Box attributed to famous designer sells for £10,500

23/06/2017     Antiques

An Arts and Crafts shark skin box and cover, which was made for Liberty and Co and attributed to celebrated designer Archibald Knox, doubled its pre-sale estimate to sell for £10,500. Quality and rarity dominated the headline prices at our successful summer silver, jewellery, coins and pictures auction.

The shark skin box, which had a silver handle, mounts and enamel work typical of Knox, was consigned by fine art director Jeremy Lamond in Hereford and attracted huge interest from bidders.

Maryanne Lineker-Mobberley, head of silver and jewellery section, said the box was probably made to store cigarettes as smoking was very popular at the time.

“Although it wasn’t signed, we attributed the box to the famous designer Archibald Knox and it reflected the height of it’s design,” she added.

“We had six telephone bidders competing for it, which ensured competitive bidding.”

A Manx designer of Scottish descent, Knox (1854-1933) is best known as being Liberty’s primary designer at the height of the company’s success and influence upon UK and international design. His pioneering and prolific work bridged the Arts and Crafts Movement, Celtic Revival, Art Nouveau and Modernism.

Influenced by the countryside and ancient stone crosses in the Isle of Man, Knox minimalised the traditional Celtic knot work to create subtle and simple lines symbolic of the English Art Nouveau Movement.

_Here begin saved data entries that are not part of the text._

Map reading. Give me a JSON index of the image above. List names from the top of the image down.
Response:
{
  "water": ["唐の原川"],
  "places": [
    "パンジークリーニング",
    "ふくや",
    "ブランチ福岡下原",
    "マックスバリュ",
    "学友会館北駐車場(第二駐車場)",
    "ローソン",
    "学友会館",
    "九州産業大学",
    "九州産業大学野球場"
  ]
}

It proved a very good day for designer items as a Van Cleef & Arpels citrine dress ring sold for £3,200, a Murrle Bennett and Co Art Nouveau 15 carat gold and turquoise necklace from a Pershore vendor made £1,250 and a Bulgari 18 carat gold ‘B Zero’ pendant made £1,000.

Designer watches were also in demand as two lady’s Cartier 18 carat gold wristwatches made £1,500 and £800 and a gentleman’s Longines stainless steel automatic chronograph, which was the auction catalogue’s front cover lot, sold for £1,450

Other highlights in the jewellery and watches section were an 18 carat gold single stone diamond ring at £4,200, a platinum three stone sapphire and diamond ring at £3,800 and a gentleman’s 18 carat gold Dent open face quarter repeating pocket watch at £3,300.

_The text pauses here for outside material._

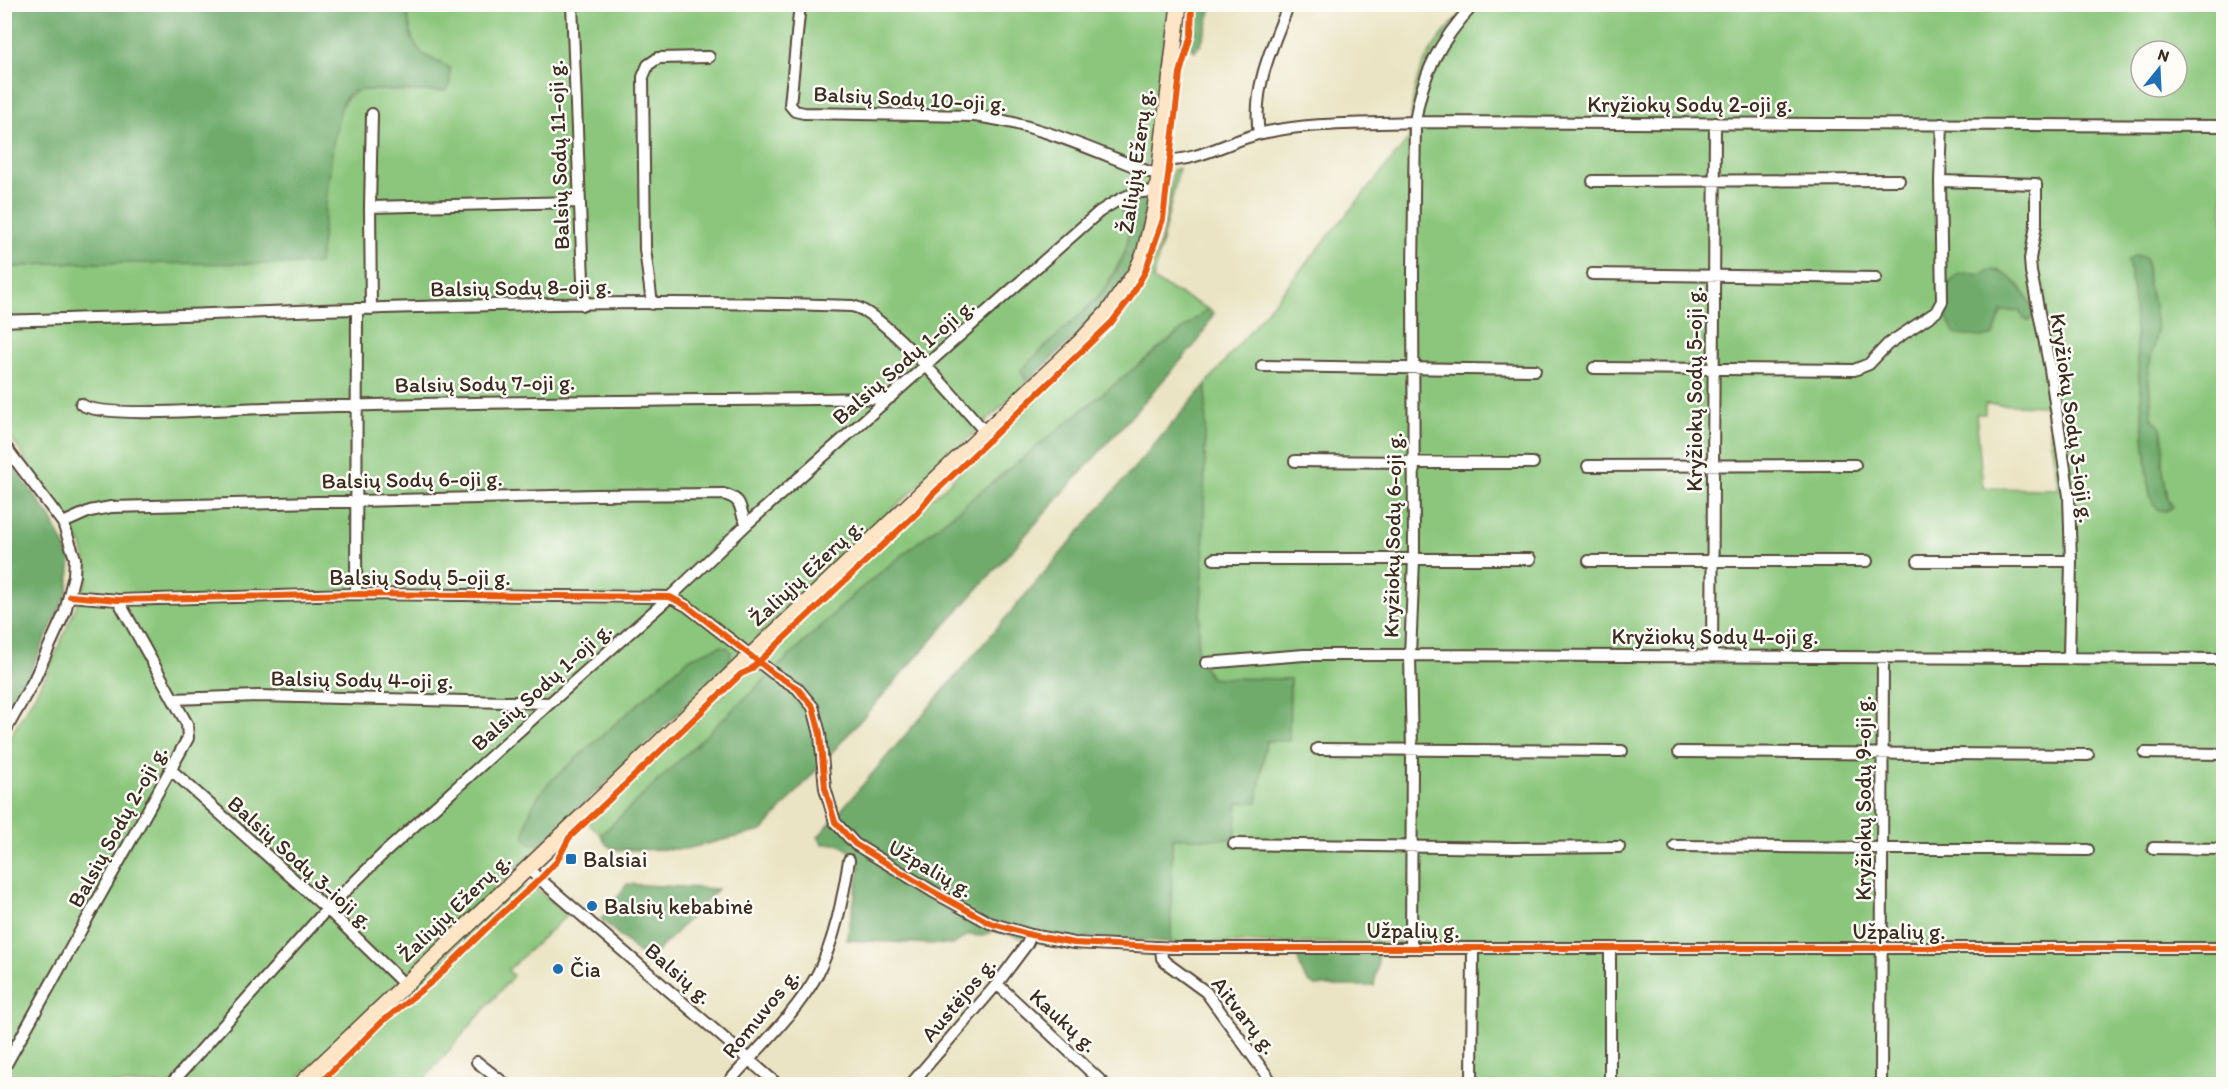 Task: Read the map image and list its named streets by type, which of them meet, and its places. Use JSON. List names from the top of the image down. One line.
{"streets":{"main road":["Žaliųjų Ežerų g."],"street":["Balsių Sodų 10-oji g.","Kryžiokų Sodų 2-oji g.","Balsių Sodų 11-oji g.","Balsių Sodų 8-oji g.","Balsių Sodų 1-oji g.","Balsių Sodų 7-oji g.","Kryžiokų Sodų 5-oji g.","Kryžiokų Sodų 3-ioji g.","Balsių Sodų 6-oji g.","Kryžiokų Sodų 6-oji g.","Balsių Sodų 5-oji g.","Kryžiokų Sodų 4-oji g.","Balsių Sodų 4-oji g.","Kryžiokų Sodų 9-oji g.","Balsių Sodų 2-oji g.","Balsių Sodų 3-ioji g.","Užpalių g.","Balsių g.","Austėjos g.","Romuvos g.","Aitvarų g.","Kaukų g."]},"crossings":[["Balsių Sodų 10-oji g.","Kryžiokų Sodų 2-oji g."],["Balsių Sodų 10-oji g.","Žaliųjų Ežerų g."],["Kryžiokų Sodų 2-oji g.","Žaliųjų Ežerų g."],["Kryžiokų Sodų 2-oji g.","Kryžiokų Sodų 5-oji g."],["Kryžiokų Sodų 2-oji g.","Kryžiokų Sodų 6-oji g."],["Balsių Sodų 11-oji g.","Balsių Sodų 8-oji g."],["Žaliųjų Ežerų g.","Balsių Sodų 8-oji g."],["Žaliųjų Ežerų g.","Balsių Sodų 1-oji g."],["Žaliųjų Ežerų g.","Balsių Sodų 3-ioji g."],["Žaliųjų Ežerų g.","Užpalių g."],["Žaliųjų Ežerų g.","Balsių g."],["Balsių Sodų 8-oji g.","Balsių Sodų 1-oji g."],["Balsių Sodų 1-oji g.","Balsių Sodų 7-oji g."],["Balsių Sodų 1-oji g.","Balsių Sodų 6-oji g."],["Balsių Sodų 1-oji g.","Balsių Sodų 5-oji g."],["Balsių Sodų 1-oji g.","Balsių Sodų 4-oji g."],["Balsių Sodų 1-oji g.","Balsių Sodų 3-ioji g."],["Kryžiokų Sodų 5-oji g.","Kryžiokų Sodų 4-oji g."],["Kryžiokų Sodų 3-ioji g.","Kryžiokų Sodų 4-oji g."],["Kryžiokų Sodų 6-oji g.","Kryžiokų Sodų 4-oji g."],["Kryžiokų Sodų 6-oji g.","Užpalių g."],["Balsių Sodų 5-oji g.","Balsių Sodų 2-oji g."],["Kryžiokų Sodų 4-oji g.","Kryžiokų Sodų 9-oji g."],["Balsių Sodų 4-oji g.","Balsių Sodų 2-oji g."],["Kryžiokų Sodų 9-oji g.","Užpalių g."],["Balsių Sodų 2-oji g.","Balsių Sodų 3-ioji g."],["Užpalių g.","Austėjos g."],["Užpalių g.","Aitvarų g."],["Balsių g.","Romuvos g."],["Austėjos g.","Kaukų g."]],"places":{"transit":["Balsiai"],"other":["Balsių kebabinė","Čia"]},"north":"top"}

In the silver section, two canteens of cutlery sold well at £2,400 for an example by Goldsmiths & Siversmiths Co, Sheffield with 133 pieces and £2,100 for and an early 20th century German example with 171 pieces.

The picture successes included an oil on canvas view of the Grand Canal, Venice by Miss J. Vivien, which sold for £2,400, a pen, ink and watercolour work by William Heath Robinson (1872-1944,) titled ‘The Top of the Season at Lilleshall’, which made £2,200 and an oil portrait of a lady by an artist in the circle of Sir Godfrey Kneller (1646-1723), which made £2,200.

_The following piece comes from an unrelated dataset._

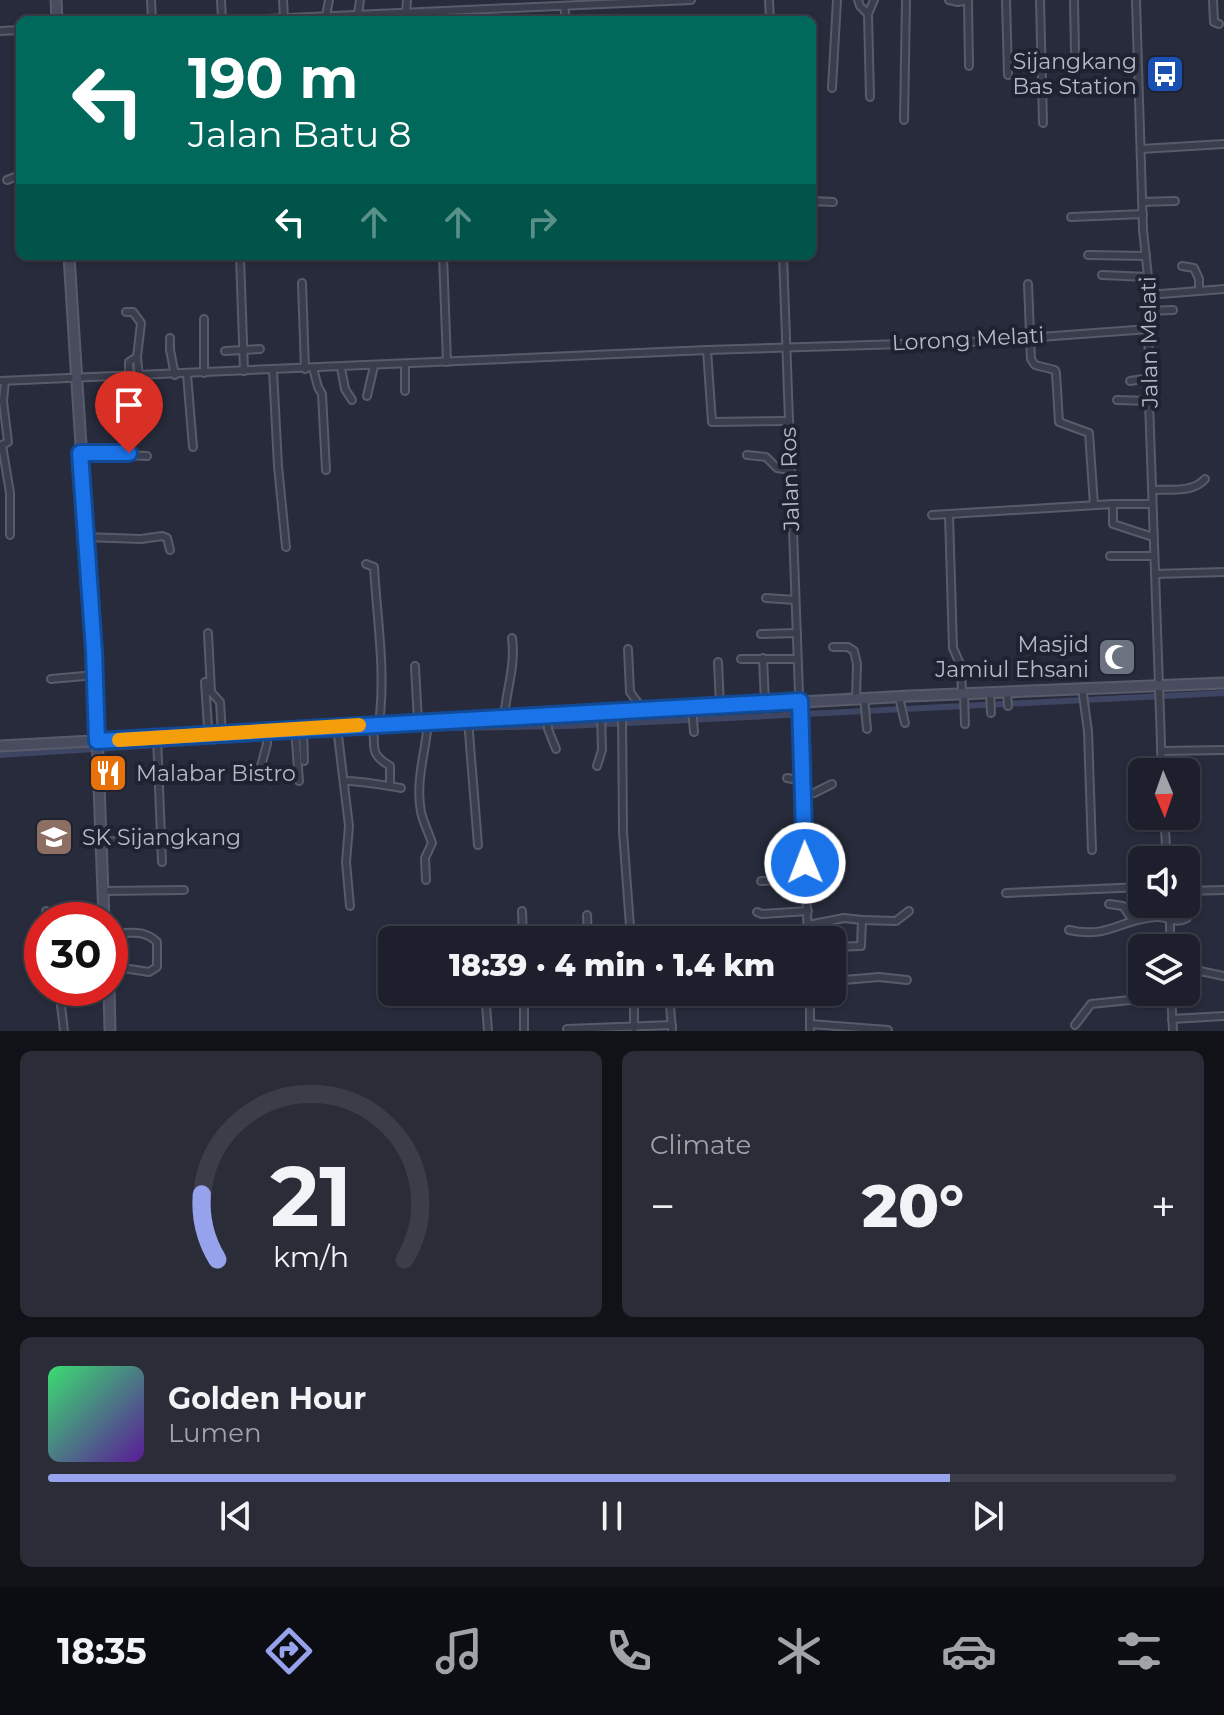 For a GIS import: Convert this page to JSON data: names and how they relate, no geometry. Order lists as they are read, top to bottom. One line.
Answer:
{"streets":{"street":["Lorong Melati","Jalan Melati","Jalan Ros"]},"crossings":[["Lorong Melati","Jalan Melati"],["Lorong Melati","Jalan Ros"]],"places":{"bus stop":["Sijangkang Bas Station"],"mosque":["Masjid Jamiul Ehsani"],"restaurant":["Malabar Bistro"],"school or university":["SK Sijangkang"]},"north":"bottom","page":{"turn":["190 m","Jalan Batu 8"],"limit":"30","trip":"18:39 · 4 min · 1.4 km","tile":"Climate","heat":["−","20°","+"],"song":["Golden Hour","Lumen"],"tabs":"18:35","gauge":["21","km/h"]}}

An etching by British artist Samuel Palmer (1805-’81), titled ‘The Early Ploughman’, sold for £1,950 and was originally exhibited at a New York gallery in the early 20th century.

Palmer, a landscape painter, etcher, printmaker and writer, was a key figure in Romanticism in Britain and produced visionary pastoral paintings. He first exhibited at the Royal Academy when he was only 14 and, in 1822, met John Linnell, who introduced him to William Blake.

Three portraits of book and manuscript collector Sir Thomas Phillipps (1792-1872) of Middle Hill, Broadway, Worcestershire, his wife, Lady Henrietta Elizabeth Phillipps (1794-1832) and their eldest daughter, Henrietta Elizabeth Molyneux Phillipps (1819-1879) at the age of six, went under the hammer and were purchased by a descendant of the family.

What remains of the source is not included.